On Fri, 17 Jan 2025 18:52:41 +0900
Takashi Yano wrote:
> On Wed, 8 Jan 2025 18:05:53 -0800 (PST)
> Jeremy Drake wrote:
> > On Thu, 9 Jan 2025, Takashi Yano wrote:
> > 
> > > On Wed, 8 Jan 2025 16:48:41 +0100
> > > Corinna Vinschen wrote:
> > > > Does this patch fix Bruno's bash issue as well?
> > >
> > > I'm not sure because it is not reproducible as he said.
> > > I also could not reproduce that.
> > >
> > > However, at least this fixes the issue that Jeremy encountered:
> > > https://cygwin.com/pipermail/cygwin/2024-December/256977.html
> > >
> > > But, even with this patch, Jeremy reported another hang issue
> > > that also is not reproducible:
> > > https://cygwin.com/pipermail/cygwin/2024-December/256987.html
> > 
> > Yes, this patch helped the hangs I was seeing on Windows on ARM64.
> > However, there is still some hang issue in 3.5.5 (which occurs on
> > native x86_64) that is not there in 3.5.4.  Git for Windows' test suite
> > seems to be somewhat reliable at triggering this, but it's hardly a
> > minimal test case ;).
> > 
> > Because of this issue, MSYS2 has been keeping 3.5.5 in its 'staging' state
> > (rather than deploying it to normal users), and Git for Windows rolled
> > back to 3.5.4 before the release of the latest Git RC.
> 
> I might have successfully reproduced this issue. I tried building
> cygwin1.dll repeatedly for some of my machines, and one of them
> hung in fhandler_pipe::raw_read() as lazka's case:
> https://github.com/msys2/msys2-runtime/pull/251#issuecomment-2571338429
> 
> The call:
> L358:         waitret = cygwait (select_sem, select_sem_timeout);
> never returned even with select_sem_timeout == 1 until a signal
> (such as SIGTERM, SIGKILL) arrives. In this situation, attaching
> gdb to the process hanging and issuing 'si' command do not return.
> Something (stack?) seems to be completely broken.
> 
> I'll try to bisect which commit causes this issue. Please wait
> a while.

Done.

This issue also seems to be related to the commit:

commit d243e51ef1d30312ba1e21b4d25a1ca9a8dc1f63
Author: Takashi Yano <takashi.y...@nifty.ne.jp>
Date:   Mon Nov 25 19:51:53 2024 +0900

    Cygwin: signal: Fix deadlock between main thread and sig thread

    Previously, a deadlock happened if many SIGSTOP/SIGCONT signals were
    received rapidly. If the main thread sends __SIGFLUSH at the timing
    when SIGSTOP is handled by the sig thread, but not is handled by the
    main thread yet (sig_handle_tty_stop() not called yet), and if SIGCONT
    is received, the sig thread waits for cygtls::current_sig (is SIGSTOP
    now) cleared. However, the main thread waits for the pack.wakeup using
    WaitForSingleObject(), so the main thread cannot handle SIGSTOP. This
    is the mechanism of the deadlock. This patch uses cygwait() instead of
    WaitForSingleObject() to be able to handle the pending SIGSTOP.

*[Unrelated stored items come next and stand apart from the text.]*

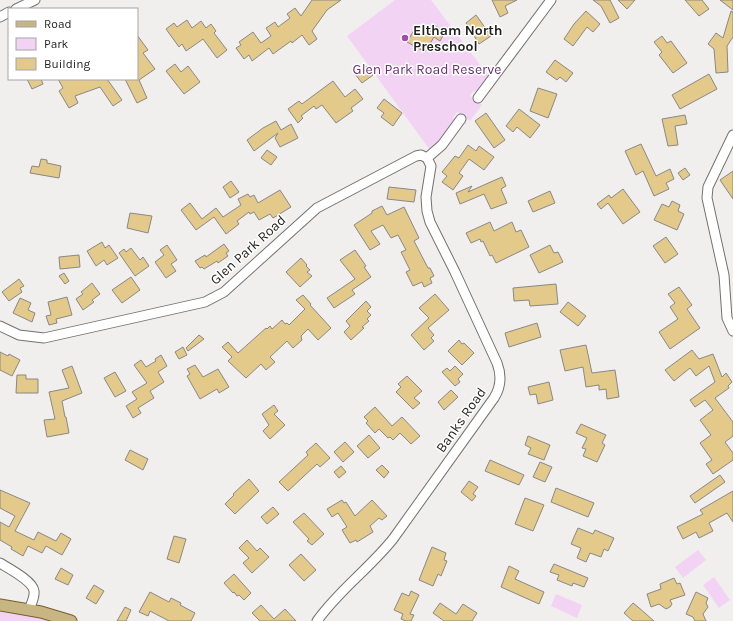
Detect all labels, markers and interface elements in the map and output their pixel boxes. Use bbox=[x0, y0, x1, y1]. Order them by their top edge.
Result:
legend bbox=[8, 8, 138, 80]
text: Road bbox=[44, 17, 72, 31]
place label: Eltham North Preschool bbox=[413, 22, 502, 55]
marker: Eltham North Preschool bbox=[400, 33, 410, 43]
text: Park bbox=[44, 37, 69, 51]
text: Building bbox=[44, 57, 91, 71]
park label: Glen Park Road Reserve bbox=[353, 61, 501, 78]
street label: Glen Park Road bbox=[207, 212, 289, 288]
street label: Banks Road bbox=[432, 384, 490, 456]

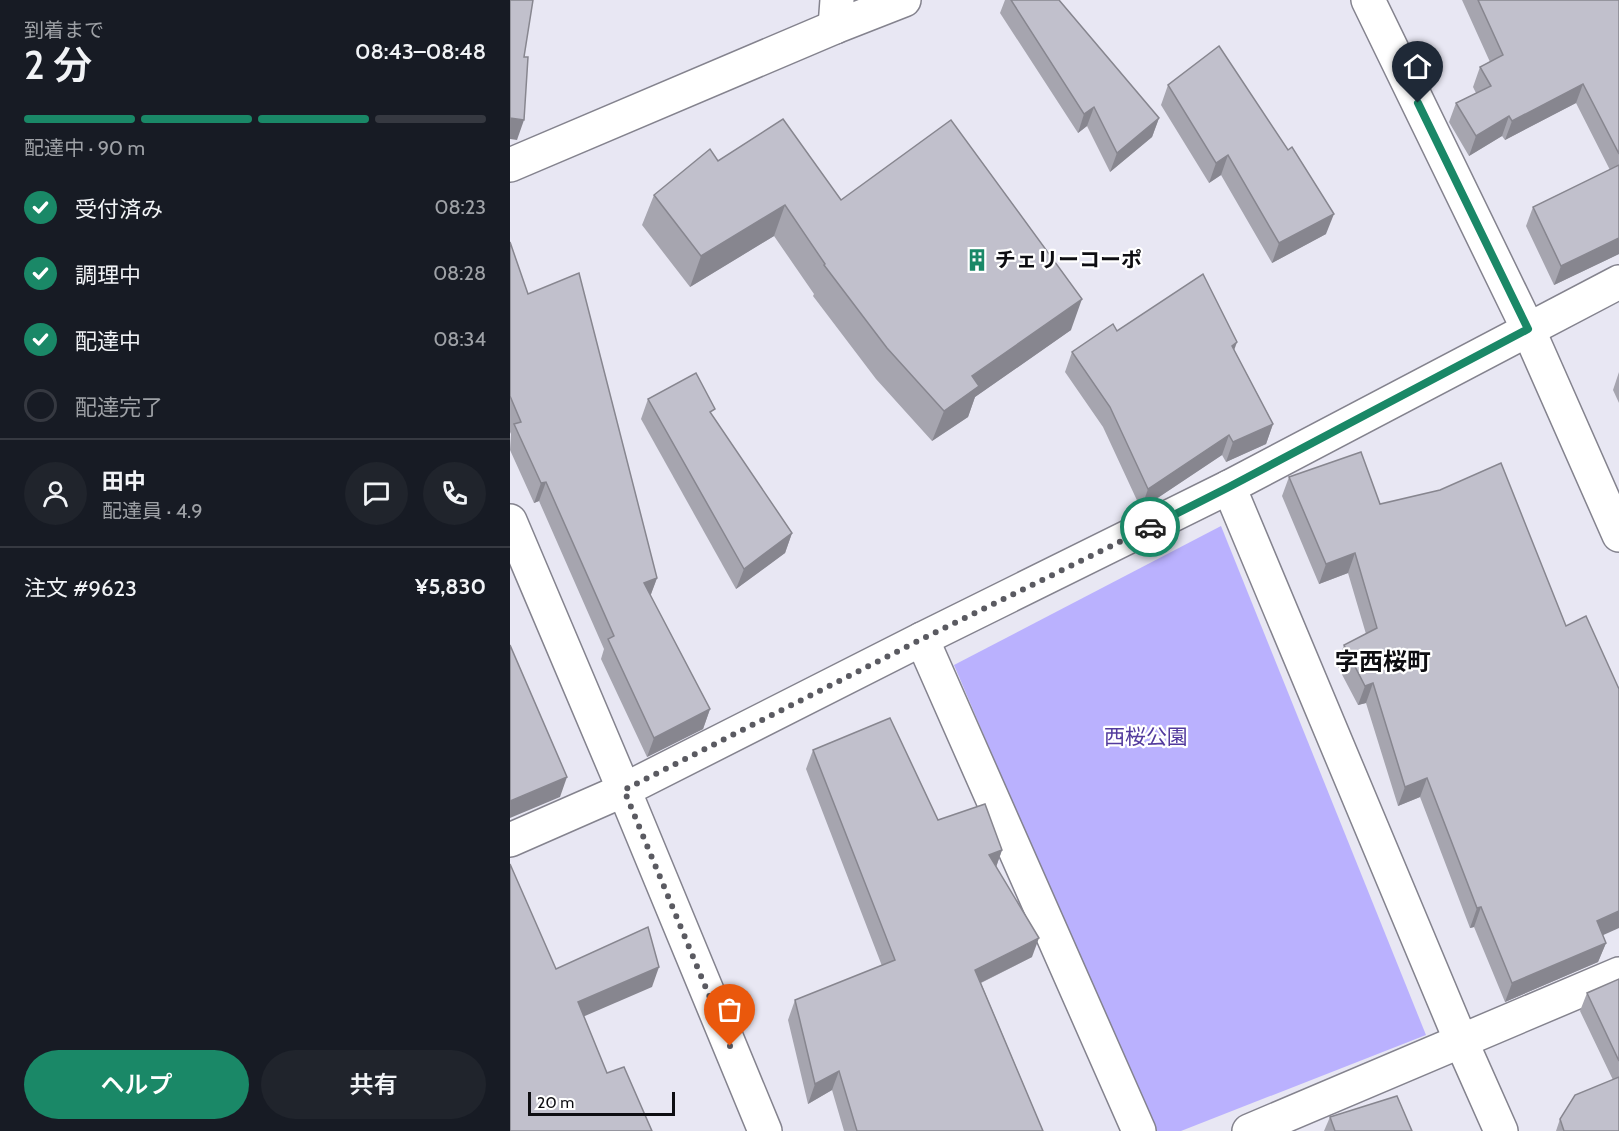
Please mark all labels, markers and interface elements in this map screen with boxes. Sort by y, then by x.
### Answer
text: 到着まで [24,18,104,42]
text: 08:43–08:48 [355,38,486,65]
text: 2 分 [24,41,92,89]
pin [1392,41,1443,103]
icon: home [1401,50,1434,83]
text: 配達中 · 90 m [24,136,145,160]
icon: check [24,191,57,224]
text: 08:23 [434,195,486,219]
text: 受付済み [75,196,163,223]
building icon: チェリーコーポ [964,247,990,273]
place label: チェリーコーポ [995,247,1142,272]
icon: check [24,257,57,290]
text: 08:28 [433,261,486,285]
text: 調理中 [75,262,141,289]
icon: check [24,323,57,356]
text: 08:34 [433,327,486,351]
text: 配達中 [75,328,141,355]
text: 配達完了 [75,394,163,421]
button: person [24,462,87,525]
button: chat [345,462,408,525]
button: phone [423,462,486,525]
text: 田中 [102,468,146,495]
courier [1120,497,1180,557]
text: 配達員 · 4.9 [102,499,203,523]
icon: car [1134,511,1167,544]
text: ¥5,830 [415,573,486,600]
text: 注文 #9623 [24,575,137,602]
district label: 字西桜町 [1335,647,1431,676]
park label: 西桜公園 [1104,724,1188,749]
pin [704,984,755,1046]
icon: bag [713,993,746,1026]
button: ヘルプ [24,1050,249,1119]
button: 共有 [261,1050,486,1119]
scale bar [528,1089,675,1116]
text: 20 m [537,1093,574,1112]

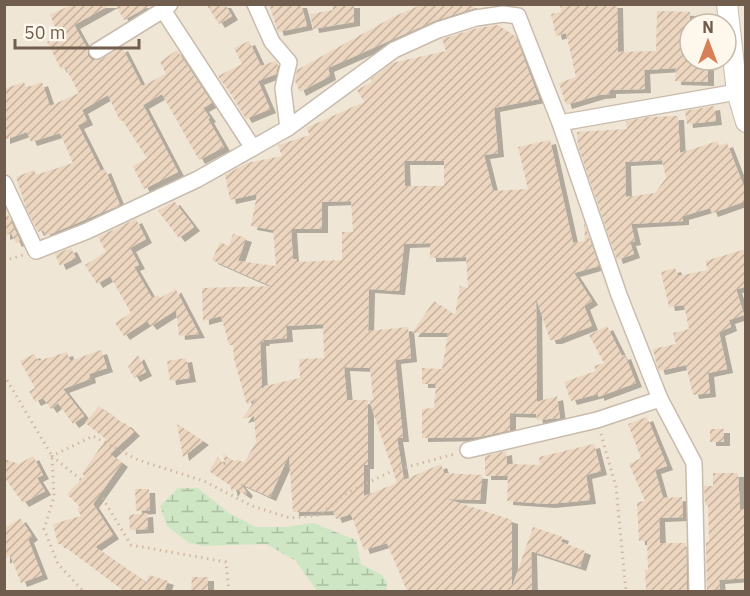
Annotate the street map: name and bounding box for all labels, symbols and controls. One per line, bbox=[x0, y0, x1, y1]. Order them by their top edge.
scale bar bbox=[15, 12, 140, 50]
north arrow bbox=[678, 12, 738, 72]
text: N bbox=[702, 17, 714, 37]
text: 50 m bbox=[24, 21, 66, 44]

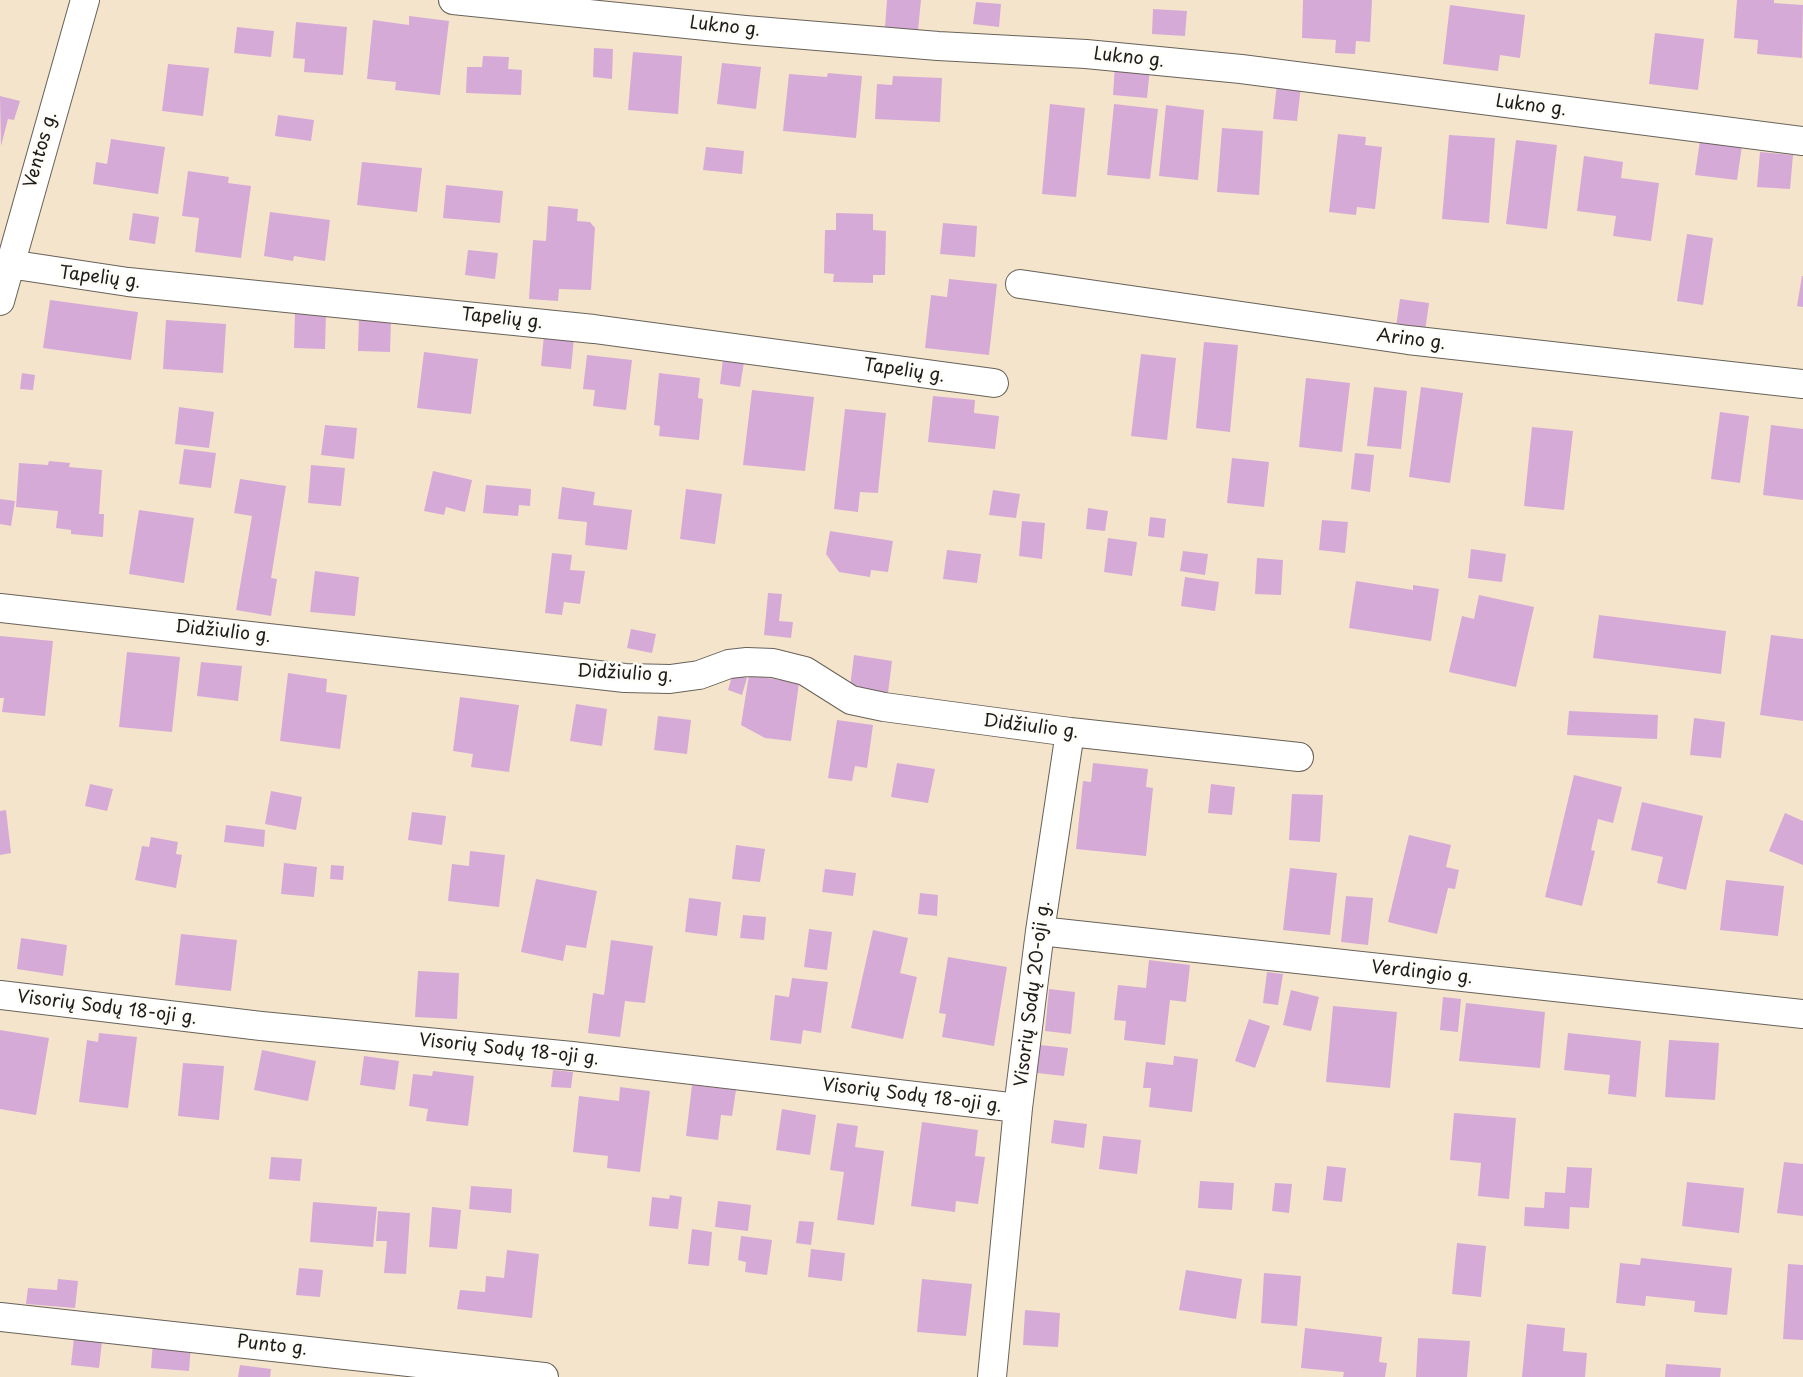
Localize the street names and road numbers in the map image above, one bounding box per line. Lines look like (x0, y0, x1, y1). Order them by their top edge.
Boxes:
street label: Lukno g. (689, 13, 761, 41)
street label: Lukno g. (1093, 44, 1165, 72)
street label: Lukno g. (1494, 91, 1568, 121)
street label: Ventos g. (20, 109, 62, 191)
street label: Tapelių g. (58, 262, 142, 294)
street label: Tapelių g. (460, 304, 544, 334)
street label: Arino g. (1375, 325, 1447, 355)
street label: Tapelių g. (862, 355, 946, 387)
street label: Didžiulio g. (174, 616, 272, 648)
street label: Didžiulio g. (577, 661, 673, 687)
street label: Didžiulio g. (982, 710, 1080, 744)
street label: Visorių Sodų 20-oji g. (1011, 900, 1055, 1088)
street label: Verdingio g. (1370, 957, 1474, 989)
street label: Visorių Sodų 18-oji g. (16, 986, 198, 1030)
street label: Visorių Sodų 18-oji g. (418, 1030, 600, 1070)
street label: Visorių Sodų 18-oji g. (821, 1074, 1003, 1118)
street label: Punto g. (236, 1332, 308, 1360)

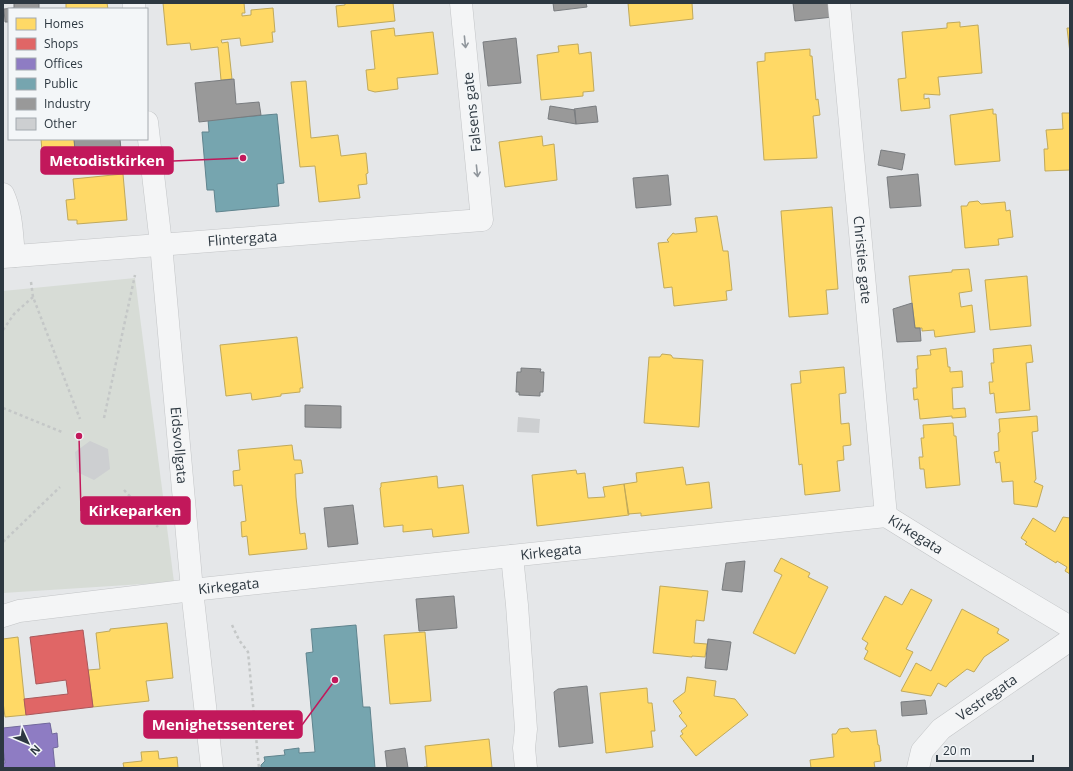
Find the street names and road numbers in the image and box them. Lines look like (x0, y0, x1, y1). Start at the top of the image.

    Addresses: https://cygwin.com/pipermail/cygwin/2024-November/256744.html
    Fixes: 7759daa979c4 ("(sig_send): Fill out sigpacket structure to send to 
signal thread rather than racily sending separate packets.")
    Reported-by: Christian Franke <christian.fra...@t-online.de>
    Reviewed-by: Corinna Vinschen <cori...@vinschen.de>
    Signed-off-by: Takashi Yano <takashi.y...@nifty.ne.jp>

Even though the reason why this issue happens is not clear at all,
I perhaps found the solution for that.

Applying the attached patch:
0003-Cygwin-signal-Do-not-handle-signal-when-__SIGFLUSHFA.patch
instead of previous v2 __SIGFLUSHFAST patch solves the both issues.

However, strangely enough, the similar patch:
ng-0003-Cygwin-signal-Do-not-handle-signal-when-__SIGFLUSHFA.patch
which uses cygwait() instead of WF[SM]O does not solve the issue
Jeremy reported.

The reason is also unclear. What is the difference between cygwait()
and WF[SM]O? I expected both patches work almost the same. The v2
__SIGFLUSHFAST patch also uses cygwait(), so the reason might be
the same (the reason why we should use WF[SM]O rather than cygwait()).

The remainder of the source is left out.